Meagan Twomey (Graduation April 2001)
"My practicum gave me the chance to practice my leadership, independent learning and teambuilding skills. There are so many things that you can learn from people in the field and I definitely got the experience of learning from others through my practicum placements. In all I had great practicum experiences". Janelle Zacharias (Graduation April 2001) "Practica are a wonderful opportunity to get hands on experience in a positive learning environment. They allow students to see first hand what working in the field will be like and teach many valuable lessons that may not be taught in lectures."
Rebecca Wopnford (Graduate April 2000)
The practicum classes are a required component of the Community Rehabilitation and Disability Studies program. The Council on Rehabilitation Education (CORE) accredits the Bachelor of Community Rehabilitation degree. According to this standard "A well supervised field experience component will provide the capstone experience for an undergraduate rehabilitation education program. It will provide an opportunity for integrating classroom principles and developing entry-level skills in a real-life work setting." The program differs in how practica are designed, the places where practica take place, and the phases in which the practica unfold.
Practica for the Community Rehabilitation program (classes CORE 485, 487, 589.01/.02/.05/.06) follow the same format. Students have one semester to complete 130 hours of practicum work. This is usually carried out by completing 10 hours a week for the 13-week semester. The format for the CORE 205 and 207 classes is to complete 24 hours per semester. This is usually carried out by students completing 2 hours a week. The block practicum, CORE 589.06, which runs in the spring semester, is more intense. Students must complete the 130 hours in a 6-week period.
Practicum tutorials help students build a guiding philosophy and personal code of ethics, apply theory to practice, and transfer and generalize learning through exploration, reflection and application. The practicum coordinator or another instructor from the Community Rehabilitation faculty facilitates the tutorials. They are held every two weeks for 100 minutes. The tutorials are always structured with the same purpose. That purpose is to help students make sense of what you are experiencing, to integrate practice into theory and to help you become an effective Community Rehabilitation Practitioner. The practicum tutorial allows you to discuss your practice experiences with classmates and the tutorial facilitator. This is great opportunity for you not only to share your experiences with others but to learn from your classmates' experiences as well.

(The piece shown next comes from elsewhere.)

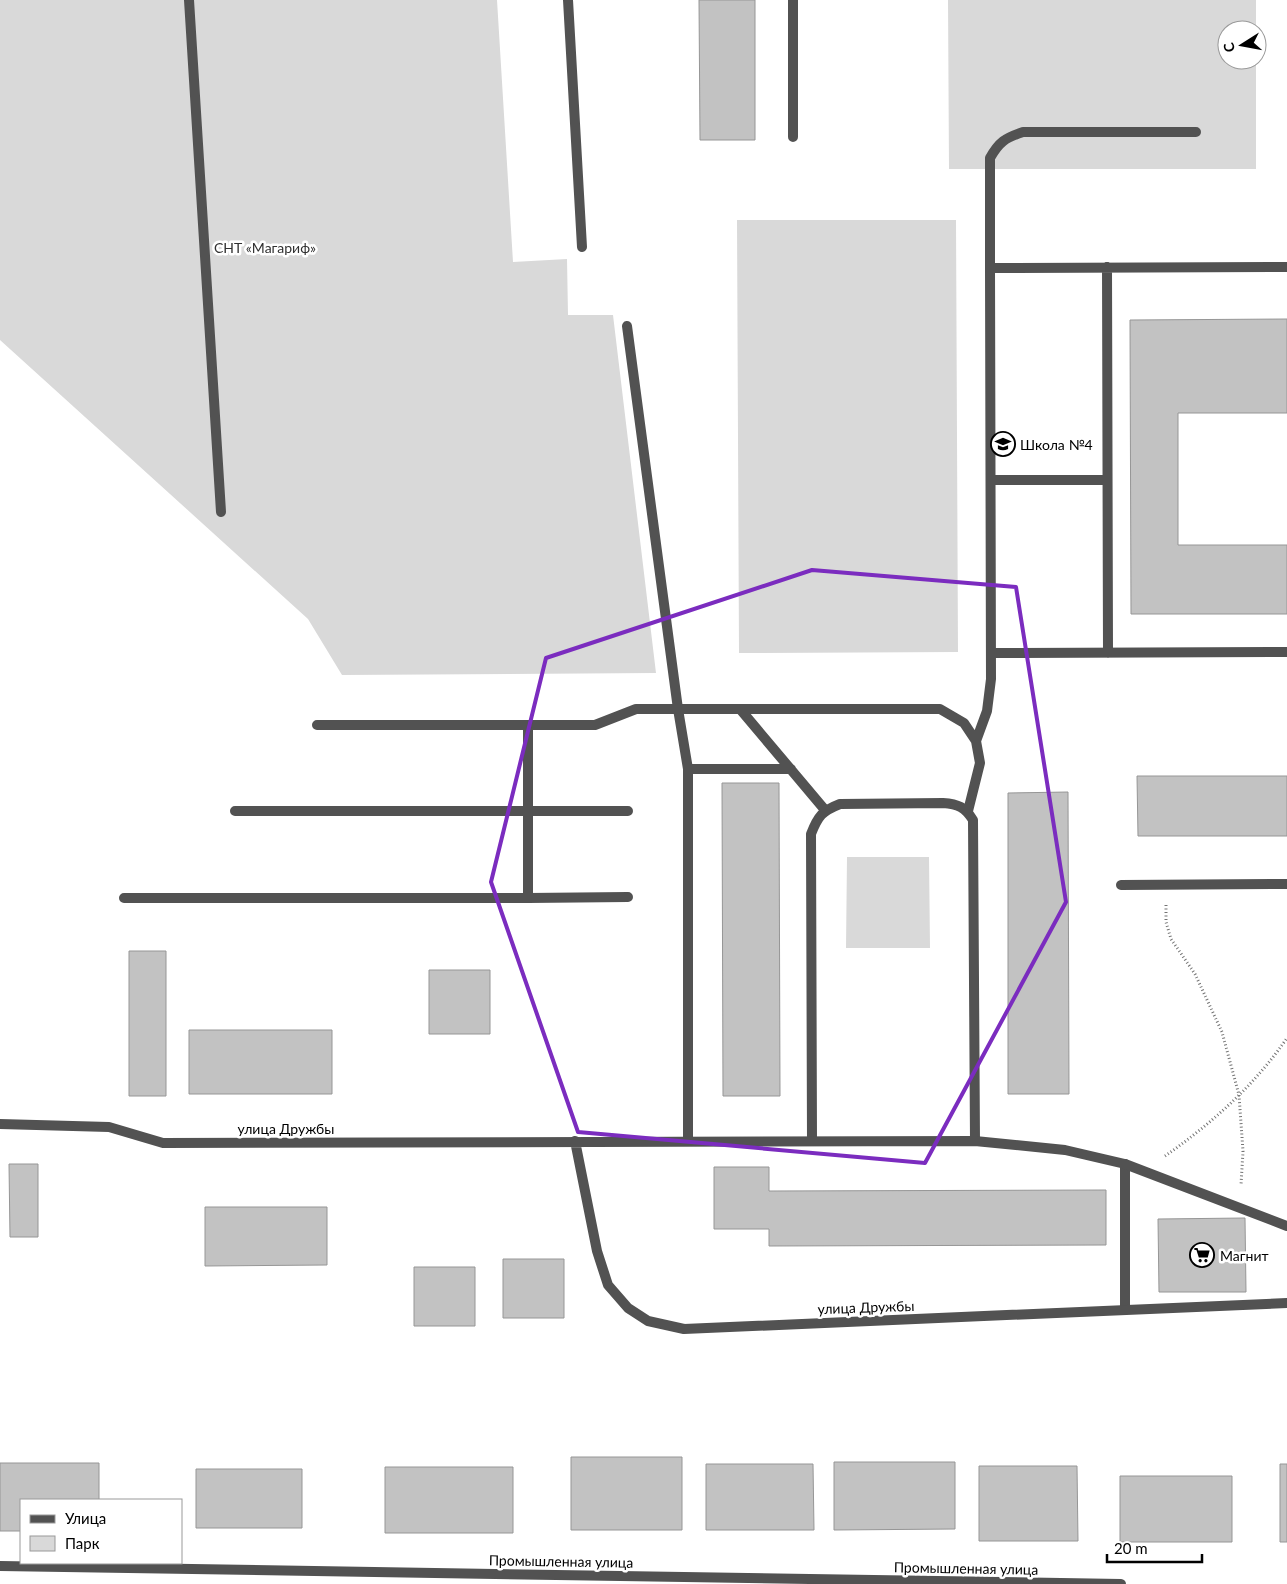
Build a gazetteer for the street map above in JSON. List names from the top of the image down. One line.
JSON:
{"streets":{"street":["улица Дружбы","Промышленная улица"]},"parks":["СНТ «Магариф»"],"places":{"school or university":["Школа №4"],"supermarket":["Магнит"]},"legend":["Улица","Парк"],"scale_bar":"20 m","north":"left"}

Community Rehabilitation graduates will work in a variety of different areas once in the field. During your practicum you will not only learn from your site but about other sites as well. The practicum settings will vary according to the class you are taking. The different practica encourage one-on-one experiences, group settings, program planning, supervision, case management and mentorship. Practica can be based in a community, private, non-profit, office/managerial, clinical, educational, group home or hospital setting, just to name a few. Some examples of practica are the following:
Experiences vary from working with teens who are troubled, to seniors in a day program, from elementary students in an integrated classroom setting to persons with brain injuries in a segregated setting. The possibilities are endless.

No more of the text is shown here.